DATA RECORDS ▸

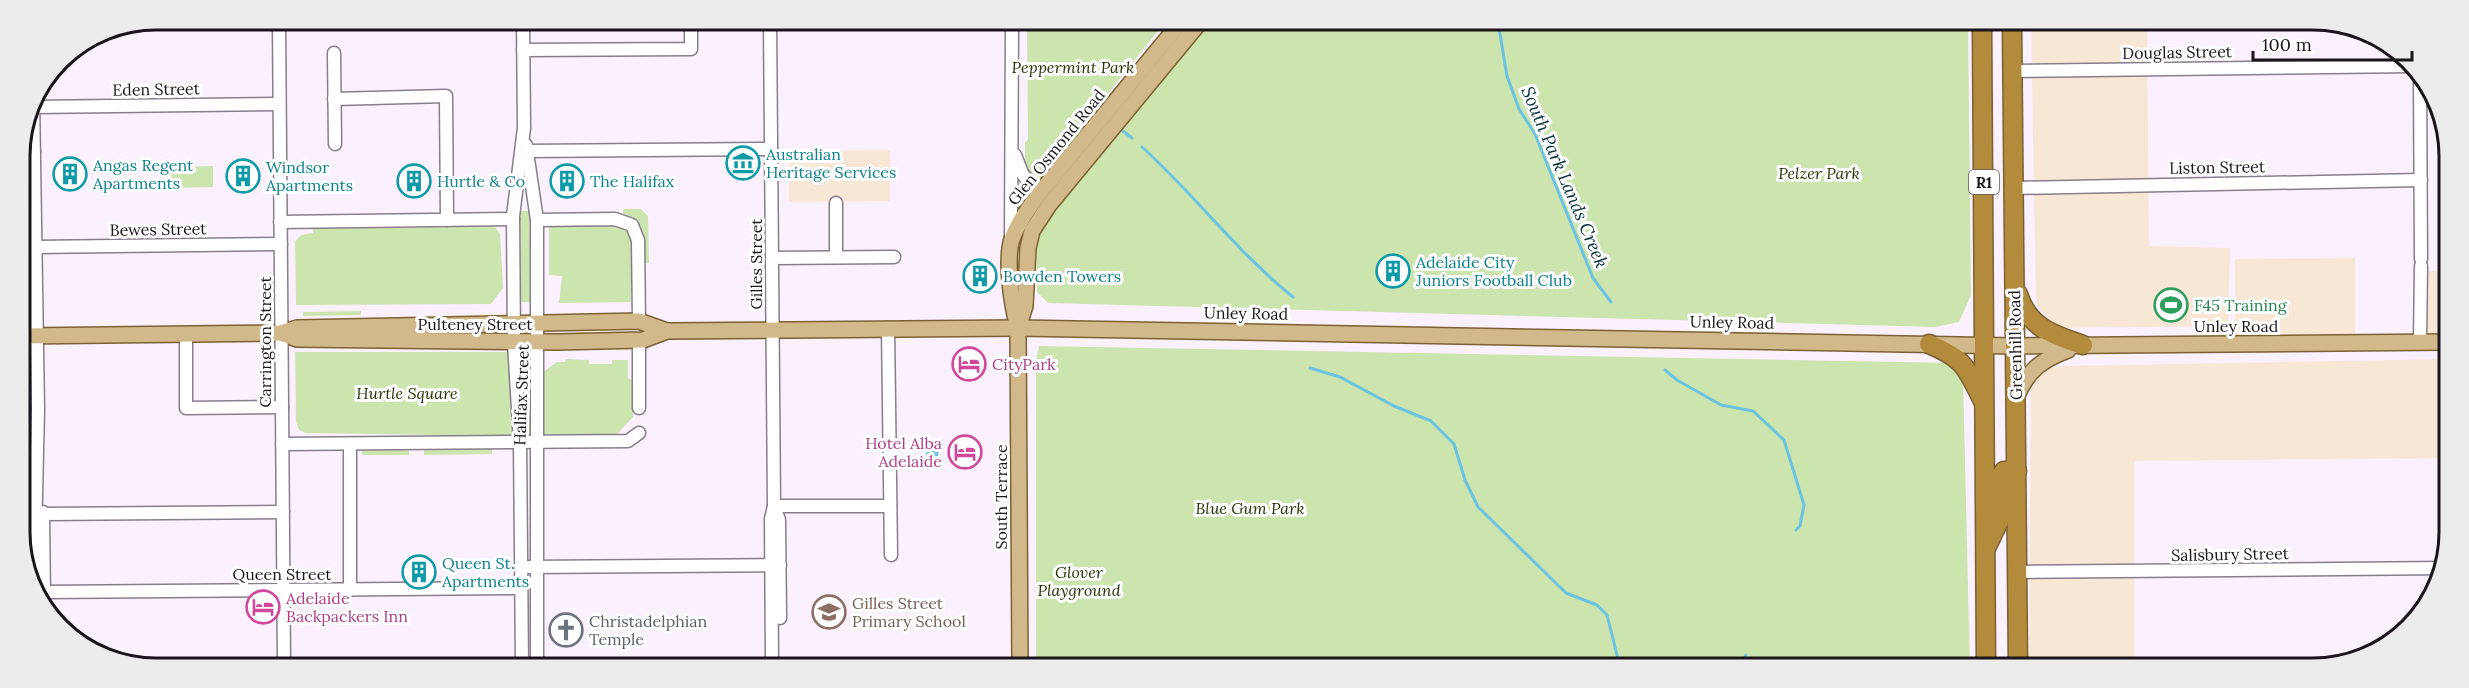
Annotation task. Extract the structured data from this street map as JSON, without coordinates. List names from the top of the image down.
{
  "streets": {
    "highway": ["R1", "Greenhill Road"],
    "main road": [
      "Glen Osmond Road",
      "Unley Road",
      "Pulteney Street",
      "South Terrace"
    ],
    "street": [
      "Douglas Street",
      "Eden Street",
      "Liston Street",
      "Bewes Street",
      "Gilles Street",
      "Carrington Street",
      "Halifax Street",
      "Salisbury Street",
      "Queen Street"
    ]
  },
  "crossings": [
    ["Douglas Street", "Greenhill Road"],
    ["Eden Street", "Carrington Street"],
    ["Glen Osmond Road", "South Terrace"],
    ["Liston Street", "Greenhill Road"],
    ["Bewes Street", "Carrington Street"],
    ["Gilles Street", "Pulteney Street"],
    ["Unley Road", "Pulteney Street"],
    ["Unley Road", "Greenhill Road"],
    ["Unley Road", "South Terrace"],
    ["Pulteney Street", "Carrington Street"],
    ["Pulteney Street", "Halifax Street"],
    ["Pulteney Street", "South Terrace"],
    ["Carrington Street", "Queen Street"],
    ["Greenhill Road", "Salisbury Street"],
    ["Halifax Street", "Queen Street"]
  ],
  "water": ["South Park Lands Creek"],
  "parks": [
    "Peppermint Park",
    "Pelzer Park",
    "Hurtle Square",
    "Blue Gum Park",
    "Glover Playground"
  ],
  "places": {
    "museum": ["Australian Heritage Services"],
    "building": [
      "Angas Regent Apartments",
      "Windsor Apartments",
      "Hurtle & Co",
      "The Halifax",
      "Adelaide City Juniors Football Club",
      "Bowden Towers",
      "Queen St. Apartments"
    ],
    "sports": ["F45 Training"],
    "hotel": ["CityPark", "Hotel Alba Adelaide", "Adelaide Backpackers Inn"],
    "school or university": ["Gilles Street Primary School"],
    "church": ["Christadelphian Temple"]
  },
  "scale_bar": "100 m"
}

PROBLEM TO WORK ON ▸
Copy every line of the entries above in which "Apartments" occurs.

WRITTEN ANSWER ▸
      "Angas Regent Apartments",
      "Windsor Apartments",
      "Queen St. Apartments"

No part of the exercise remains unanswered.